Problem -
Whenever a line in the entries below contains "span", copy that line.

Input for this task -

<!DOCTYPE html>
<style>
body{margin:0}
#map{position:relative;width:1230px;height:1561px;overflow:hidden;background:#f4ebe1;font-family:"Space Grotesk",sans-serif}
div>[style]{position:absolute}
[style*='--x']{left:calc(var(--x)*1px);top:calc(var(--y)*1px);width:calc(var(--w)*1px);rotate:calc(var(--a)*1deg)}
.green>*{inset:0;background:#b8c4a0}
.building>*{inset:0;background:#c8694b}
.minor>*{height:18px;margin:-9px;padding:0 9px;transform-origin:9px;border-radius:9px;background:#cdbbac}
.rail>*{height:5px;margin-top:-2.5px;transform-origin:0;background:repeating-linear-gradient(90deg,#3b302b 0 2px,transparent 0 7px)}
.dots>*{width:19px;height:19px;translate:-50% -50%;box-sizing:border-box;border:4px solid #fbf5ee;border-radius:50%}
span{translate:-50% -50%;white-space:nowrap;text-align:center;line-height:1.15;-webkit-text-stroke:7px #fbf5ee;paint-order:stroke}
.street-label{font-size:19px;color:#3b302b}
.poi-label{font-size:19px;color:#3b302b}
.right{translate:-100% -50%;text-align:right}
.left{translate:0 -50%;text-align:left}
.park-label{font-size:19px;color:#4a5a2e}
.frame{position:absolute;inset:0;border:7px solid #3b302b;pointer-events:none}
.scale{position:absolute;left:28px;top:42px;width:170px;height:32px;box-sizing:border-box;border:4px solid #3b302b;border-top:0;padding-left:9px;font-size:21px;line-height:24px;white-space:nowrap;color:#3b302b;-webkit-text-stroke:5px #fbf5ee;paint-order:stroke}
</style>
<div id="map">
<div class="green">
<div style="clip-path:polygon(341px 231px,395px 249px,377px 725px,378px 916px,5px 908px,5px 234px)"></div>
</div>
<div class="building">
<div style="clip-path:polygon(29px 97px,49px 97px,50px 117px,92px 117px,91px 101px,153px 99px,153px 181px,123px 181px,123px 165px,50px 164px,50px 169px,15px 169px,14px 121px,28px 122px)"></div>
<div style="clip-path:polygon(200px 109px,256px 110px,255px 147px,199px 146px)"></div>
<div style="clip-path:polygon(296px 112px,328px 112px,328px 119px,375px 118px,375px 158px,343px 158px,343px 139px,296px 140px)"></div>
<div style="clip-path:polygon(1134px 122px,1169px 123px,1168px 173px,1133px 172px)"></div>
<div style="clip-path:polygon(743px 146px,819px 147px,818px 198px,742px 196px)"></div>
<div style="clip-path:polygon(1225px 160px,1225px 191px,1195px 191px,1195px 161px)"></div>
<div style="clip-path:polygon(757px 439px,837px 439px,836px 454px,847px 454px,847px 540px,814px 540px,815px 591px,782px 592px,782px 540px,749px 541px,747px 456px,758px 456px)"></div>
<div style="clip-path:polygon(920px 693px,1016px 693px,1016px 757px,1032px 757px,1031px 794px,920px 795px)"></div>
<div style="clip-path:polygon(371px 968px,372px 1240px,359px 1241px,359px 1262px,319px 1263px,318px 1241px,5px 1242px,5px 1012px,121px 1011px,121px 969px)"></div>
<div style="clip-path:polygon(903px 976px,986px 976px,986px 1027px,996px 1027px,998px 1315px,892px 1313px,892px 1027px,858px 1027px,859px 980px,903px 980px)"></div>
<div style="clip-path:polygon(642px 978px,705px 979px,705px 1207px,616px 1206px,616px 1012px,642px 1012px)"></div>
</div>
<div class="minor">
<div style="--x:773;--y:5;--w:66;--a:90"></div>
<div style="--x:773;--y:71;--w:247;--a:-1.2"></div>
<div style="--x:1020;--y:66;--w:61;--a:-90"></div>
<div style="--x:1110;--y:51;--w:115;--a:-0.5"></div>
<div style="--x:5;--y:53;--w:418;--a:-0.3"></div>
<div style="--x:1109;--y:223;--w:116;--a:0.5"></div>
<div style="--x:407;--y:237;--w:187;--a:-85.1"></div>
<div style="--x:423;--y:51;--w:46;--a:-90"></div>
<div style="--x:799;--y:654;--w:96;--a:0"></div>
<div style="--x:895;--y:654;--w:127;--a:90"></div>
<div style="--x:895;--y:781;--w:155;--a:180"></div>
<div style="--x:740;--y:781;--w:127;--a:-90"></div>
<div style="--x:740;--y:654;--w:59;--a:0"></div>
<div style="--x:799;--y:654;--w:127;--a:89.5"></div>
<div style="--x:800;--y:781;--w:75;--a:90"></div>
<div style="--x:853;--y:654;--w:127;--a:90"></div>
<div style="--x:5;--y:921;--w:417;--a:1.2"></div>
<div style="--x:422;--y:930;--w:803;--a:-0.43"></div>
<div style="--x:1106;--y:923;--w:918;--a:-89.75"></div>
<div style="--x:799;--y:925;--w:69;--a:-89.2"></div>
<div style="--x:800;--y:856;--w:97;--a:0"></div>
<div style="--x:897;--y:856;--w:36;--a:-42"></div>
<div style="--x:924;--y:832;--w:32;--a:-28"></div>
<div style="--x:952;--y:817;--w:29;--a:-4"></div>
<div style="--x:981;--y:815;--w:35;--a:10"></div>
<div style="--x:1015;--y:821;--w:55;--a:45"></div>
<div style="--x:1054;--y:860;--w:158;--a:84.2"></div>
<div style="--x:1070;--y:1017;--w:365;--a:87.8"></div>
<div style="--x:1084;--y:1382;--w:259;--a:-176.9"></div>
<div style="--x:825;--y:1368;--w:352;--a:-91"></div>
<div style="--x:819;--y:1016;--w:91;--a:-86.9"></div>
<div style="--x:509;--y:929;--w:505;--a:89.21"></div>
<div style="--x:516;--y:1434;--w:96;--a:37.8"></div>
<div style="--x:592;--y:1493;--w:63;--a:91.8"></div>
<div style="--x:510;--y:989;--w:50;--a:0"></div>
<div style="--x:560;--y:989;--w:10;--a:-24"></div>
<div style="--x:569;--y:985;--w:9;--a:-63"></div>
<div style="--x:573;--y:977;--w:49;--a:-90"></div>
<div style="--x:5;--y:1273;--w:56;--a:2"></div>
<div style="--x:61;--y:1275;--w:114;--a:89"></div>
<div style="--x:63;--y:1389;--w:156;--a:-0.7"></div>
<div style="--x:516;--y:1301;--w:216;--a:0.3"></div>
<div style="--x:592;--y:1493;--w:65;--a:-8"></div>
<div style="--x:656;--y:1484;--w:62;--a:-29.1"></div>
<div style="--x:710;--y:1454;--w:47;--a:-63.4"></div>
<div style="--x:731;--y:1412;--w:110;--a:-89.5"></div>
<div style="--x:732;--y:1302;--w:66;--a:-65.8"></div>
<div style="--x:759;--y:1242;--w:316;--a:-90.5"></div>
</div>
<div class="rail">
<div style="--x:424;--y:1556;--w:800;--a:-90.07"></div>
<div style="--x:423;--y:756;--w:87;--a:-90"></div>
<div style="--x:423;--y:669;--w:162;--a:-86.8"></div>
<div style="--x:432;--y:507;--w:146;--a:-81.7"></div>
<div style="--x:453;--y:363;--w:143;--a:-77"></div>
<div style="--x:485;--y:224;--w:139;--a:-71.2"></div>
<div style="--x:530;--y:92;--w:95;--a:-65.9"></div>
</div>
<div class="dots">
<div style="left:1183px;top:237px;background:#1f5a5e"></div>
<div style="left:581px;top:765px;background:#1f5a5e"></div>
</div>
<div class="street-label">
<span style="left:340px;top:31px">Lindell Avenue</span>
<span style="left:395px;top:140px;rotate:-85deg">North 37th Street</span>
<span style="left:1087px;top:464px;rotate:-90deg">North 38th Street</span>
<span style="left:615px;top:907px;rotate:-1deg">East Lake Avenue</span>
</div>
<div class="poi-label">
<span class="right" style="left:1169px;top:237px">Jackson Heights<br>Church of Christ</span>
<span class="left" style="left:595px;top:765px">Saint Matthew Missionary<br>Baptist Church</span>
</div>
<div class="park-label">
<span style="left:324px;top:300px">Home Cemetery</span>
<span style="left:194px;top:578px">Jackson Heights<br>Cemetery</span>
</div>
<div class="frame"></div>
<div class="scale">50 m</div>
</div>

Result -
span{translate:-50% -50%;white-space:nowrap;text-align:center;line-height:1.15;-webkit-text-stroke:7px #fbf5ee;paint-order:stroke}
<span style="left:340px;top:31px">Lindell Avenue</span>
<span style="left:395px;top:140px;rotate:-85deg">North 37th Street</span>
<span style="left:1087px;top:464px;rotate:-90deg">North 38th Street</span>
<span style="left:615px;top:907px;rotate:-1deg">East Lake Avenue</span>
<span class="right" style="left:1169px;top:237px">Jackson Heights<br>Church of Christ</span>
<span class="left" style="left:595px;top:765px">Saint Matthew Missionary<br>Baptist Church</span>
<span style="left:324px;top:300px">Home Cemetery</span>
<span style="left:194px;top:578px">Jackson Heights<br>Cemetery</span>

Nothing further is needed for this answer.